====== Material supplied

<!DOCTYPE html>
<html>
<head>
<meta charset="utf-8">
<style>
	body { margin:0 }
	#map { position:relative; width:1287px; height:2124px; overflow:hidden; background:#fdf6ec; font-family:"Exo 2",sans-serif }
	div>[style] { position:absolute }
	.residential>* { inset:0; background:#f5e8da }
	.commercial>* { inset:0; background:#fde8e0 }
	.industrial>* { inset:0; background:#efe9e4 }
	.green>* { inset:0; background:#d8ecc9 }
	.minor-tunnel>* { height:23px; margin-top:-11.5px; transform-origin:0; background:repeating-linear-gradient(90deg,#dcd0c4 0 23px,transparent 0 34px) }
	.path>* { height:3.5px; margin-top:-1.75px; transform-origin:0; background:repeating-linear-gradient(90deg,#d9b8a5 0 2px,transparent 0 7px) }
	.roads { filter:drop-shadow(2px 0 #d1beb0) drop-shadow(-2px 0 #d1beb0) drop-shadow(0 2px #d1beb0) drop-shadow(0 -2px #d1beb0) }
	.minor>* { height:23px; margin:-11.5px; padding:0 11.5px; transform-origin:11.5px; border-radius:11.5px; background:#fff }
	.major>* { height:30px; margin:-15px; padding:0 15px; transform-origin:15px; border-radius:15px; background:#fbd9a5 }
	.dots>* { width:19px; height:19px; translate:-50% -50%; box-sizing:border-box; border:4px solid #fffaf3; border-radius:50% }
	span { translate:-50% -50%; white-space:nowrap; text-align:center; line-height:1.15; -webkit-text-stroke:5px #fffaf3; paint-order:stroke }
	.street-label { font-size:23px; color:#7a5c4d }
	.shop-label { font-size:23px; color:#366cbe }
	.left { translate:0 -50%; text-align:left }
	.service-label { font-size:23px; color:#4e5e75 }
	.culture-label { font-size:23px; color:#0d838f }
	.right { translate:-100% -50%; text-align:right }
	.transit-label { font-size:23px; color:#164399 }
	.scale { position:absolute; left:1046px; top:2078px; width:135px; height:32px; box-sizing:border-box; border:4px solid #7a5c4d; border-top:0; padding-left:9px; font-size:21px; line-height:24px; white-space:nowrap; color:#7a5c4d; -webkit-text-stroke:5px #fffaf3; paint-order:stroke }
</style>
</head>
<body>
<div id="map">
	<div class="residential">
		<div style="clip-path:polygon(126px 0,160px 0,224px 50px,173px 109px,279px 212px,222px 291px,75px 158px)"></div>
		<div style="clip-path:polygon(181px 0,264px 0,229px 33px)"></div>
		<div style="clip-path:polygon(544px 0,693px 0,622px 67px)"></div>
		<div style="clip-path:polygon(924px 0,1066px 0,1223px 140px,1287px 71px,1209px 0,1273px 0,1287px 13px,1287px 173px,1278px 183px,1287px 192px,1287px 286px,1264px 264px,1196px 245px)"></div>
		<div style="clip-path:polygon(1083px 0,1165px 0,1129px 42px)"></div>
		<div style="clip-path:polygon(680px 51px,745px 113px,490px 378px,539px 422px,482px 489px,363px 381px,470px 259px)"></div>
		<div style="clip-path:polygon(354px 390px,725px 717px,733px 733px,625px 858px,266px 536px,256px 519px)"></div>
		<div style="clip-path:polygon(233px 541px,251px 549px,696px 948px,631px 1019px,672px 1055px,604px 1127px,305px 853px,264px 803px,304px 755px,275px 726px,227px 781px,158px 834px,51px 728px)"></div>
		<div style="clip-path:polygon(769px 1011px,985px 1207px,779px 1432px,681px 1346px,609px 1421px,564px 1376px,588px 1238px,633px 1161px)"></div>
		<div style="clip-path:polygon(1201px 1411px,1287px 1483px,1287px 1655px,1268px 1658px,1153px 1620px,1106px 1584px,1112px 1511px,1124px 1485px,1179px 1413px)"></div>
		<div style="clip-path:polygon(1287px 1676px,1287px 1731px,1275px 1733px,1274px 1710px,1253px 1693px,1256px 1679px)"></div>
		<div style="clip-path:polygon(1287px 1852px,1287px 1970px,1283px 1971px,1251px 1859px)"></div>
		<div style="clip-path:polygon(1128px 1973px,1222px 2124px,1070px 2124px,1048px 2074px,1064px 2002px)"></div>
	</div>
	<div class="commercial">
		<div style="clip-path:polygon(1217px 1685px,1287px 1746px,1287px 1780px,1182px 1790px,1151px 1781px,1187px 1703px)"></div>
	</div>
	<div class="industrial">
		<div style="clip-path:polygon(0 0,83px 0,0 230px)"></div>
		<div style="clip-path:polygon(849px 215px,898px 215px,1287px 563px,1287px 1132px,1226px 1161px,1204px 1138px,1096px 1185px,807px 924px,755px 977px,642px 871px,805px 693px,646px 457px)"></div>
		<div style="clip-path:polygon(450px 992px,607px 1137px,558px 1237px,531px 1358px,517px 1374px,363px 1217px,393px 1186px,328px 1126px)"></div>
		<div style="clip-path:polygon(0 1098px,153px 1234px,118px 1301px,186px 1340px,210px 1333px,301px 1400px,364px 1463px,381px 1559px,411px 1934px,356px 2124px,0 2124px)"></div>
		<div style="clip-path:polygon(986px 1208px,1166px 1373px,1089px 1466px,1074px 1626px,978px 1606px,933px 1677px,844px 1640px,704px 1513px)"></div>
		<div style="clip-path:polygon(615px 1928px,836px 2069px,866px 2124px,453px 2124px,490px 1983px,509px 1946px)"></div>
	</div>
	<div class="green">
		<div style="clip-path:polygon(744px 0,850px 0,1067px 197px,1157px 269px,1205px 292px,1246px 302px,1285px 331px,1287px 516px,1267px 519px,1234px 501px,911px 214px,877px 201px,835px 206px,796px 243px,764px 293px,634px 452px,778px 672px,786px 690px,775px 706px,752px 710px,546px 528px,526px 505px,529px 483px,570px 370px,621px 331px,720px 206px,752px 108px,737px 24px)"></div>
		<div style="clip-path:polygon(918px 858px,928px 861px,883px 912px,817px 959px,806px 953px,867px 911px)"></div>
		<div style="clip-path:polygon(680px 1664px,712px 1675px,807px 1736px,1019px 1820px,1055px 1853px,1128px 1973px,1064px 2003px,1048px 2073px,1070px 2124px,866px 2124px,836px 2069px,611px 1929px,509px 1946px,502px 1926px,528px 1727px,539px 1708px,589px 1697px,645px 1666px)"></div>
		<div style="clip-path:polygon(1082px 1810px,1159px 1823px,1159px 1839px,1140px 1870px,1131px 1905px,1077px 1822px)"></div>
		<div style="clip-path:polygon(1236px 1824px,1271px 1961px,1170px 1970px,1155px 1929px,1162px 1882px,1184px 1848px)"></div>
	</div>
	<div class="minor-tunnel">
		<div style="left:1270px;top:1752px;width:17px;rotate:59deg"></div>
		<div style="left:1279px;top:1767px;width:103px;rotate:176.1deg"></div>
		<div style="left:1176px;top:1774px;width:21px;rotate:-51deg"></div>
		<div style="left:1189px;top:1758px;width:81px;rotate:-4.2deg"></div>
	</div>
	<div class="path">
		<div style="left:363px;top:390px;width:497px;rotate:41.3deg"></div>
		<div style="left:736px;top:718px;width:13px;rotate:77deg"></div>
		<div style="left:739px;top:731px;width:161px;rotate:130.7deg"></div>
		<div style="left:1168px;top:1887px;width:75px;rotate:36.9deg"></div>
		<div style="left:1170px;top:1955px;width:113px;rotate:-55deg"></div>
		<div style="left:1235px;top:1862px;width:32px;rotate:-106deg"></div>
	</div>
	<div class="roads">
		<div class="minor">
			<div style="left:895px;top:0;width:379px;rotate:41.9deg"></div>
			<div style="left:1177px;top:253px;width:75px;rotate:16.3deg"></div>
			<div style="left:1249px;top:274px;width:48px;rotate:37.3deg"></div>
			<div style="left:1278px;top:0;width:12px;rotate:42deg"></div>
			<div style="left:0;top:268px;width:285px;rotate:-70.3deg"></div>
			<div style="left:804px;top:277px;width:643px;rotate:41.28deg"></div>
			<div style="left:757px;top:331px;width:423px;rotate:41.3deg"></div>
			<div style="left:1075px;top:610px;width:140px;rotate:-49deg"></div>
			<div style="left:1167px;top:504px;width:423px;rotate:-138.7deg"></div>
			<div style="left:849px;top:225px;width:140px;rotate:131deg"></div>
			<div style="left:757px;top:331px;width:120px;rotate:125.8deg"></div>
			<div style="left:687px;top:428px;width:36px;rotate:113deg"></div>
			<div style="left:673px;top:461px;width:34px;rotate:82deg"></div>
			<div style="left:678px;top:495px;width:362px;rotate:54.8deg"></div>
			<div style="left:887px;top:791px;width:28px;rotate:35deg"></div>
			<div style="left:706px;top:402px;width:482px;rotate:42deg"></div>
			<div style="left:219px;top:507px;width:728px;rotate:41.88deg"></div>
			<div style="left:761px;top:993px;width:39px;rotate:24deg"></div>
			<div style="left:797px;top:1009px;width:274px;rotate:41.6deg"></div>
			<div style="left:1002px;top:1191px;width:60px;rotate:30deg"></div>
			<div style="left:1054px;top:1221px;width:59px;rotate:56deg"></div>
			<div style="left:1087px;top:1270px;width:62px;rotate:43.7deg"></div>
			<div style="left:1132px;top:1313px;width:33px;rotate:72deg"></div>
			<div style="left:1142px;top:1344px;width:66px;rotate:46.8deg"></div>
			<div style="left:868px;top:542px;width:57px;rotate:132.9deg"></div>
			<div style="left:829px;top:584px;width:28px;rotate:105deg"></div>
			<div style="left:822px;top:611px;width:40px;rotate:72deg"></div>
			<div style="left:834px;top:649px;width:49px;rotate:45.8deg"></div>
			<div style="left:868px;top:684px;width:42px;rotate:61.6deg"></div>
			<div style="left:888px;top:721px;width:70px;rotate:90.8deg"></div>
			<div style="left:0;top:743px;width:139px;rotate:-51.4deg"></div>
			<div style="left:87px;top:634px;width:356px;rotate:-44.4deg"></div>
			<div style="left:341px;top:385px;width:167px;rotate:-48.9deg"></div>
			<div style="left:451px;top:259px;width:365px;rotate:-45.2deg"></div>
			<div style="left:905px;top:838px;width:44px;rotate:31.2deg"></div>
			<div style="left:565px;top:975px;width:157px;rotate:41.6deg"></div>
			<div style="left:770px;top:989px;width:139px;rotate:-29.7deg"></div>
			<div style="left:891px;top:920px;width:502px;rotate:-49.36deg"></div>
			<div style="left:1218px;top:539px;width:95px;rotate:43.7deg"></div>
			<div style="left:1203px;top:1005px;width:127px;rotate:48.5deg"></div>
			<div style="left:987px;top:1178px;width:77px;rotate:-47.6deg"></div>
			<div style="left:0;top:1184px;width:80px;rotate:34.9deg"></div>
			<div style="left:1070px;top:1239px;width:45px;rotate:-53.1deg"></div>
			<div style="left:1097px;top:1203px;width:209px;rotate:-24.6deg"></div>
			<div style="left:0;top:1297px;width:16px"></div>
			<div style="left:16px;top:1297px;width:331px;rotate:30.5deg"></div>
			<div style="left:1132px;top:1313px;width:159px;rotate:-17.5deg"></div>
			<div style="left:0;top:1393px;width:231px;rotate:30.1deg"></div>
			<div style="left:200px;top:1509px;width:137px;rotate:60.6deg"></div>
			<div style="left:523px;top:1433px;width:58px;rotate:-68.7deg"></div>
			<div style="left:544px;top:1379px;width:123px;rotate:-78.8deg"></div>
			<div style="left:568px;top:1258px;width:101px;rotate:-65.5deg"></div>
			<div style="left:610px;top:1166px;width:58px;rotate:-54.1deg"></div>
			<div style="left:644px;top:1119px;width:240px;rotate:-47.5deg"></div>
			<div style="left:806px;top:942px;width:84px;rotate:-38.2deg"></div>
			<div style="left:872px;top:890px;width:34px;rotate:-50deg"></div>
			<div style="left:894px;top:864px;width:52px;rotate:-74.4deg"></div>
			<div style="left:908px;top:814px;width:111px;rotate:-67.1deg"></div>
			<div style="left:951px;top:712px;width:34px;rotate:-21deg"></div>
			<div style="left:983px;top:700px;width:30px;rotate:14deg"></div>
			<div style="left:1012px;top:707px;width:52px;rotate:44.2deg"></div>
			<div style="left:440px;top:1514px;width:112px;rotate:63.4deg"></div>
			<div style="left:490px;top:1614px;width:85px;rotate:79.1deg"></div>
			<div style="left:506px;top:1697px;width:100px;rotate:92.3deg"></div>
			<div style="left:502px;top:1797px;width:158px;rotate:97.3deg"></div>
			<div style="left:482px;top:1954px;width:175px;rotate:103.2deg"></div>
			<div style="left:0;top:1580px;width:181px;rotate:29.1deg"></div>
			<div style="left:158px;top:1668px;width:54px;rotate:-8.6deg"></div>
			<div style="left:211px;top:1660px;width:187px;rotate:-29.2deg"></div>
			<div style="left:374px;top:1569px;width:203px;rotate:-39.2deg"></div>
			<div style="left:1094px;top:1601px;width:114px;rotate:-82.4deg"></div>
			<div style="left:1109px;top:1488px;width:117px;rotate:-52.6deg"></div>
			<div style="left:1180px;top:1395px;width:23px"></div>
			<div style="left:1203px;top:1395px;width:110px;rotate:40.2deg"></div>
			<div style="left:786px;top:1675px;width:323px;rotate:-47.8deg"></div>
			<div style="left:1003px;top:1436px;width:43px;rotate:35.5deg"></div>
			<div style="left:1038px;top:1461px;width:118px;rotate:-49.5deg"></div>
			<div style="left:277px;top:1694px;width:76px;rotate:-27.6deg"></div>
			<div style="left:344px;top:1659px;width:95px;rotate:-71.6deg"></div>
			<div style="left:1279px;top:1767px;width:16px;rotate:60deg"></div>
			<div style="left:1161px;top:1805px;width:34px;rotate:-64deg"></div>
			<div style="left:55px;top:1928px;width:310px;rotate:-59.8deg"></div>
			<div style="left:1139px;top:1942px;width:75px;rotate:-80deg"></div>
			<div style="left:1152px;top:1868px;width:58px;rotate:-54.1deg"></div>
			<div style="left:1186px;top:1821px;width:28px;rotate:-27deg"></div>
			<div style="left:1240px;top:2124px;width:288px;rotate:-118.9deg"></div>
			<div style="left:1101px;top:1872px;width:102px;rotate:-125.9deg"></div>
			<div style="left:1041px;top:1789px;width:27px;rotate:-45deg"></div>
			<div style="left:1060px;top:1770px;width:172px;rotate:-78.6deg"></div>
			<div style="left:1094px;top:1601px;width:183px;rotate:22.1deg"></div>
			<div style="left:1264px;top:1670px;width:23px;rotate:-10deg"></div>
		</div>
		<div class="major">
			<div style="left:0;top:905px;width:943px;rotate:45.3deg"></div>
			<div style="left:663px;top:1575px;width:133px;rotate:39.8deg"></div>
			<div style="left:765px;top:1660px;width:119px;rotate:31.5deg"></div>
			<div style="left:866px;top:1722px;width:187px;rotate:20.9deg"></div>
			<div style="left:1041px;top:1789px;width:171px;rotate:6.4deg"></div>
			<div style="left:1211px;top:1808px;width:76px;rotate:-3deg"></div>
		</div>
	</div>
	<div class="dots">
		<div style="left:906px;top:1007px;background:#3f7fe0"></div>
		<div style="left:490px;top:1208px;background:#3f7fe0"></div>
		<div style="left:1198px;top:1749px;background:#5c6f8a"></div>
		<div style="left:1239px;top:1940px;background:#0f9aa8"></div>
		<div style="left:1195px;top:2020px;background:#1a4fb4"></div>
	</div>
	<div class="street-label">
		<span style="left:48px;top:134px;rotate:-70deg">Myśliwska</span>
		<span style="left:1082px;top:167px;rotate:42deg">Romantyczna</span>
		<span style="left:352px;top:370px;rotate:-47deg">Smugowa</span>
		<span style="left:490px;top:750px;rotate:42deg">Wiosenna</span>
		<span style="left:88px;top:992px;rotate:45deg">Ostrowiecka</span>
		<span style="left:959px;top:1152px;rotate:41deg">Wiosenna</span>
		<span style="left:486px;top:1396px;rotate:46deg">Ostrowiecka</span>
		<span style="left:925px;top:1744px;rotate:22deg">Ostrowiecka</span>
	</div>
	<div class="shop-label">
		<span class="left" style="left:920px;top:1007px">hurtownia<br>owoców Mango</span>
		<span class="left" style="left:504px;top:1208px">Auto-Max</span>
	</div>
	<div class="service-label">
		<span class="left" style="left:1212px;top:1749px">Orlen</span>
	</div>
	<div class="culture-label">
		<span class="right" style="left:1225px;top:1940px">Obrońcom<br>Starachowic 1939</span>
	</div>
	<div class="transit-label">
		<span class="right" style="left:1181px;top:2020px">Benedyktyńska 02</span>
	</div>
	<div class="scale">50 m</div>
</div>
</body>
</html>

============

**Problem to work on**:
Answer with a number alone: how many lines of the listing above include the string "padding"?

**Exercise result**:
3